Evo Morales démissionne suite à des accusations de fraude électorale et de crise politique en Bolivie.

Le président bolivien, Evo Morales, a démissionné dimanche au milieu d’une opposition croissante, après que l’audit international de l’OEA ait indiqué que les résultats des élections du 20 octobre ne pourraient pas être ratifiés en raison de «graves irrégularités».

Morales a annoncé sa démission «pour le bien du pays», qui a été secoué par de nombreuses manifestations dans les jours qui ont suivi les élections. Trois personnes sont mortes lors des manifestations et des centaines ont été blessées.

«Je le regrette profondément», a déclaré Morales lors de son discours à la télévision nationale. Et il a ajouté qu’il enverrait sa lettre de démission au Congrès dans les prochaines heures. 

Evo Morales démissionne suite à des accusations de fraude électorale et de crise politique en Bolivie.

Les manifestants et l’opposition bolivienne ont accusé les autorités électorales de manipuler le décompte des voix en faveur de Morales, président du pays depuis longtemps. Le président a nié les accusations, mais s’est déclaré vainqueur des élections.

Le vice-président Álvaro García Linera a également annoncé sa démission quelques minutes après Morales. Selon la Constitution bolivienne, la présidente du Sénat, Adriana Salvatierra Arriaza, 30 ans, serait la suivante dans la succession. Mais il n’est pas certain qu’il s’élève à la présidence en raison de l’opposition généralisée au parti de Morales.

Evo Morales a démissionné quelques heures à peine après avoir promis la tenue de nouvelles élections et le remplacement du conseil électoral du pays, à la suite du rapport de l’Organisation des États américains (OEA).

Une série d’irrégularités présumées — comprenant des défaillances dans la chaîne de contrôle des bulletins de vote, la modification et la falsification de matériel électoral, la redirection de données vers des serveurs non autorisés et la manipulation de données — ont affecté le décompte officiel des votes, a déclaré l’OEA.

Dans les heures qui ont suivi la fermeture du scrutin, les résultats préliminaires ont montré que Morales dépassait légèrement son adversaire, l’ancien président Carlos Mesa. La marge étroite aurait provoqué un deuxième tour en décembre.
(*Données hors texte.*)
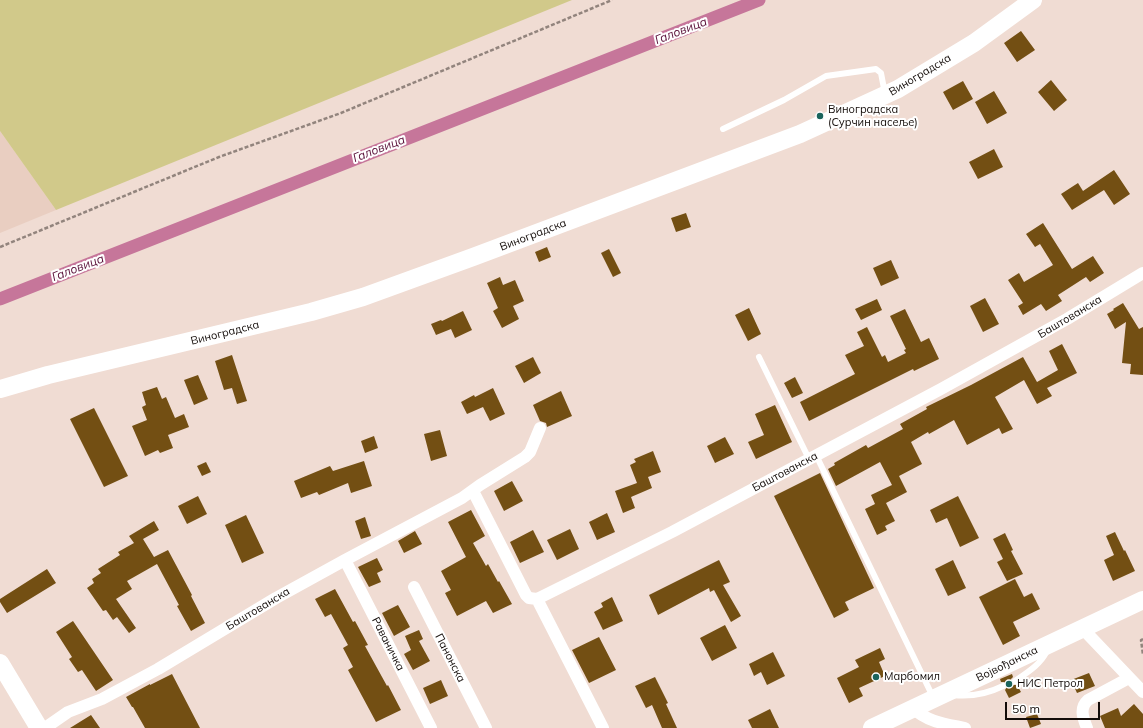 <!DOCTYPE html>
<html>
<head>
<meta charset="utf-8">
<style>
	body { margin:0 }
	#map { position:relative; width:1143px; height:728px; overflow:hidden; background:#f0dcd3; font-family:Mulish,sans-serif }
	canvas { display:block }
	.scale { position:absolute; left:1005px; top:702px; width:95px; height:18px; box-sizing:border-box; border:2px solid #130c09; border-top:0; padding-left:5px; font-size:12px; line-height:14px; white-space:nowrap; color:#130c09; -webkit-text-stroke:3px #fff; paint-order:stroke }
</style>
</head>
<body>
<div id="map">
<canvas width="1143" height="728"></canvas>
<div class="scale">50 m</div>
</div>
<script>
const ctx = document.querySelector('canvas').getContext('2d');
ctx.lineJoin = 'round';
function fill(path, color) { ctx.fillStyle = color; ctx.fill(path, 'evenodd'); }
function strokePath(path, color, width, dash) { ctx.strokeStyle = color; ctx.lineWidth = width; ctx.lineCap = dash ? 'butt' : 'round'; ctx.setLineDash(dash || []); ctx.stroke(path); }
function label(font, color, halo, rows, align = 'center') {
  ctx.font = font + ' Mulish,sans-serif'; ctx.lineWidth = 4; ctx.setLineDash([]); ctx.textBaseline = 'middle'; ctx.strokeStyle = halo; ctx.fillStyle = color; for (const [text, x, y, turn = 0] of rows) {
    ctx.save(); ctx.translate(x, y); ctx.rotate((+turn || 0) * Math.PI / 180); ctx.textAlign = isNaN(turn) ? turn : align; if (halo) ctx.strokeText(text, 0, 0); ctx.fillText(text, 0, 0); ctx.restore();
  }
}
fill(new Path2D(`
	M0,131L56,210L0,233Z`), '#e9cec1');
fill(new Path2D(`
	M0,0H572L56,210L0,131Z`), '#d1c98a');
strokePath(new Path2D(`
	M0,299L759,0`), '#c6769a', 13);
fill(new Path2D(`
	M1021,31L1035,50L1017,62L1004,43Z
	M1051,80L1067,100L1054,111L1038,92Z
	M963,81L973,99L953,110L943,92Z
	M994,91L1007,113L987,124L975,102Z
	M994,149L1003,167L978,179L969,162Z
	M1114,170L1130,194L1114,205L1104,190L1072,210L1061,194L1078,183L1083,191Z
	M686,213L691,227L676,232L671,218Z
	M1043,223L1072,269L1093,256L1104,273L1090,282L1086,277L1058,295L1062,301L1046,311L1041,304L1023,315L1018,306L1023,303L1008,280L1019,273L1024,282L1053,265L1040,244L1035,247L1026,234Z
	M547,247L551,257L539,262L535,252Z
	M609,249L621,273L613,277L601,253Z
	M891,260L899,278L881,286L873,268Z
	M500,277L503,285L515,280L524,301L513,306L519,319L502,328L493,311L498,308L487,283Z
	M985,298L999,324L983,332L970,306Z
	M877,299L882,310L861,320L855,309Z
	M1123,303L1139,329L1143,327V375L1130,374L1131,364L1122,363L1126,322L1115,329L1107,314L1114,310L1113,309Z
	M749,308L761,334L748,341L735,315Z
	M905,309L921,342L929,338L939,359L914,371L913,369L809,421L800,402L855,374L845,355L864,346L857,332L867,327L882,357L885,355L888,362L906,353L904,350L906,349L890,316Z
	M463,311L472,330L455,338L451,329L436,335L431,324L441,320L442,321Z
	M1062,344L1077,373L1047,388L1052,396L1037,404L1024,380L995,397L1013,429L1002,434L999,428L967,445L954,420L929,434L928,432L911,442L922,464L899,476L907,492L886,503L895,521L885,526L887,530L877,535L865,509L875,504L871,495L892,485L880,462L836,486L828,469L835,465L834,463L866,445L868,448L903,429L900,424L927,409L926,407L971,385L1023,357L1037,382L1058,370L1049,351Z
	M232,355L247,401L237,404L232,388L224,390L215,361Z
	M533,357L541,373L524,383L515,366Z
	M198,375L208,399L194,405L184,380Z
	M795,377L803,393L792,398L784,383Z
	M157,387L162,399L166,397L175,418L184,414L189,427L168,435L173,448L160,453L158,450L145,456L132,426L147,420L142,407L146,405L142,392Z
	M493,388L505,414L490,421L483,407L467,414L461,402L474,395L475,397Z
	M561,391L572,416L547,427L546,423L540,421L533,405Z
	M775,405L792,442L756,459L748,442L764,435L755,414Z
	M94,408L128,476L104,487L70,419Z
	M440,430L447,456L431,461L424,434Z
	M374,436L378,448L365,453L361,441Z
	M725,437L734,454L715,463L707,446Z
	M653,451L661,472L648,477L652,488L631,497L635,508L623,513L615,491L637,483L630,465L636,462L634,459Z
	M364,461L372,486L351,493L348,483L319,495L317,492L301,498L294,481L330,466L333,471Z
	M206,462L211,472L202,476L197,466Z
	M820,473L874,588L845,602L849,610L834,618L774,496Z
	M512,481L523,501L504,511L494,491Z
	M198,496L207,514L187,524L178,506Z
	M958,496L979,538L960,547L947,518L936,523L930,510Z
	M471,510L485,536L473,543L486,566L488,564L498,582L499,581L512,604L493,613L486,601L457,616L445,593L451,590L441,571L466,557L448,522Z
	M607,513L615,532L597,540L589,522Z
	M246,515L264,553L242,563L225,525Z
	M365,517L371,536L361,539L355,521Z
	M154,521L159,530L143,539L154,557L168,550L192,595L191,596L205,623L191,631L177,606L179,605L157,564L127,581L132,589L116,599L136,628L129,633L117,617L113,620L106,610L103,611L87,588L94,583L92,579L101,573L98,569L120,555L118,552L134,543L129,536Z
	M570,529L579,549L557,560L547,540Z
	M533,530L544,552L520,563L510,542Z
	M415,531L422,544L404,553L398,541Z
	M1115,532L1124,551L1125,550L1135,571L1113,581L1104,560L1114,555L1106,536Z
	M1005,533L1013,550L1011,551L1023,574L1007,581L997,562L1003,559L993,539Z
	M377,558L383,570L377,573L381,582L369,587L358,567Z
	M719,560L730,582L723,585L741,616L731,622L714,590L710,592L709,588L658,615L649,595Z
	M953,560L966,588L948,596L935,569Z
	M47,569L56,583L7,613L0,602V599Z
	M1015,579L1024,597L1032,593L1040,609L1013,622L1020,636L1003,645L979,597Z
	M335,589L353,622L355,621L368,645L365,646L387,686L388,685L401,710L376,722L348,670L353,667L343,648L348,645L331,614L325,617L315,599Z
	M612,597L623,621L603,630L594,612L603,607L601,603Z
	M398,605L410,627L394,636L382,613Z
	M73,621L113,680L96,691L82,670L78,672L69,659L72,657L56,632Z
	M725,625L737,648L712,661L700,638Z
	M419,630L423,639L419,641L430,661L413,670L404,654L411,650L405,636Z
	M599,637L616,670L589,683L572,650Z
	M880,648L885,659L879,662L885,676L859,688L863,696L849,703L837,678L859,667L855,660Z
	M773,652L785,676L767,685L761,672L754,676L749,664Z
	M1089,673L1095,686L1077,693L1071,680Z
	M172,674L200,728H145L133,707H132L126,697L150,684V685Z
	M1012,674L1013,677L1011,679V683L1013,685H1017L1021,692L1009,698L1005,690L1007,687V684L1004,682H1001L1000,679Z
	M655,677L668,703L666,704L677,728H662L652,705L646,708L635,686Z
	M441,680L448,696L430,704L423,688Z
	M1134,704L1143,714V728H1105L1100,716L1118,708L1121,716Z
	M770,709L779,728H752L748,720Z
	M1037,714L1041,724L1030,728L1026,717Z
	M91,715L100,728H70Z`), '#734f13');
strokePath(new Path2D(`
	M0,247L219,157L341,113L612,0
	M1143,639L1141,640L1143,655`), '#92847d', 2.5, [4, 2]);
strokePath(new Path2D(`
	M723,129L784,100L826,76L876,69L881,73L885,94
	M759,357L809,459
	M816,455L933,697
	M1015,681C1028,672 1040,665 1047,651
	M953,695C971,697 987,694 1003,686`), '#fff', 6);
strokePath(new Path2D(`
	M473,491L526,595L529,598L537,599L672,532L941,389L1067,319L1143,273
	M345,560L431,728
	M414,587L486,728
	M537,599L603,728
	M1082,628L1143,692
	M913,708C927,722 946,724 965,728
	M45,728L68,712L102,699L158,669L276,598L345,560L462,498L480,485L525,457L530,452L540,428
	M1087,728C1083,718 1079,708 1088,700L1129,678`), '#fff', 12);
strokePath(new Path2D(`
	M0,389L48,375L311,312L363,297L473,257L800,134L885,95L898,89L974,43L1033,0
	M0,663L39,728
	M872,728L1143,600`), '#fff', 18);
for (const [x, y, r, color] of [
	[820,116,4,"#1a645c"],
	[876,677,4,"#1a645c"],
	[1009,684,4,"#1a645c"]
]) { const dot = new Path2D(); dot.arc(x, y, r, 0, 2 * Math.PI); ctx.fillStyle = color; ctx.fill(dot); strokePath(dot, '#fff', 1.5); }
label('11px', '#130c09', '#fff', [
	["Виноградска",920,75,-31],
	["Виноградска",533,235,-21],
	["Баштованска",1070,317,-31],
	["Виноградска",225,333,-14],
	["Баштованска",785,472,-28],
	["Баштованска",258,609,-31],
	["Раваничка",388,644,63],
	["Панонска",450,658,63],
	["Војвођанска",1007,664,-26]
]);
label('11px', '#130c09', '#fff', [
	["Виноградска",828,110],
	["(Сурчин насеље)",828,123],
	["Марбомил",884,677],
	["НИС Петрол",1017,684]
], 'left');
label('italic 12px', '#570d36', '#fff', [
	["Галовица",681,31,-21],
	["Галовица",379,149,-21],
	["Галовица",78,268,-21]
]);
</script>
</body>
</html>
Mais les opposants et les observateurs internationaux ont commencé à soupçonner après que les responsables des élections eurent cessé de compter pendant environ 24 heures sans aucune explication. À la reprise du processus, le leadership de Morales avait considérablement augmenté, lui donnant les voix nécessaires pour éviter le second tour.

«Les manipulations sur le système informatique (utilisé lors des élections) sont d’une telle ampleur que l’État bolivien doit les enquêter en profondeur pour aller au fond des choses», a déclaré l’OEA, en partie.

L’organisation a recommandé de nouvelles élections sous «de nouvelles autorités électorales pour offrir un processus fiable».

Les appels à la démission de Morales ont augmenté au cours du week-end. Samedi, plusieurs unités de police ont adhéré à cette demande, tandis que le commandant des forces armées boliviennes, le commandant Williams Kaliman, a déclaré que ses troupes ne feraient pas face aux manifestants.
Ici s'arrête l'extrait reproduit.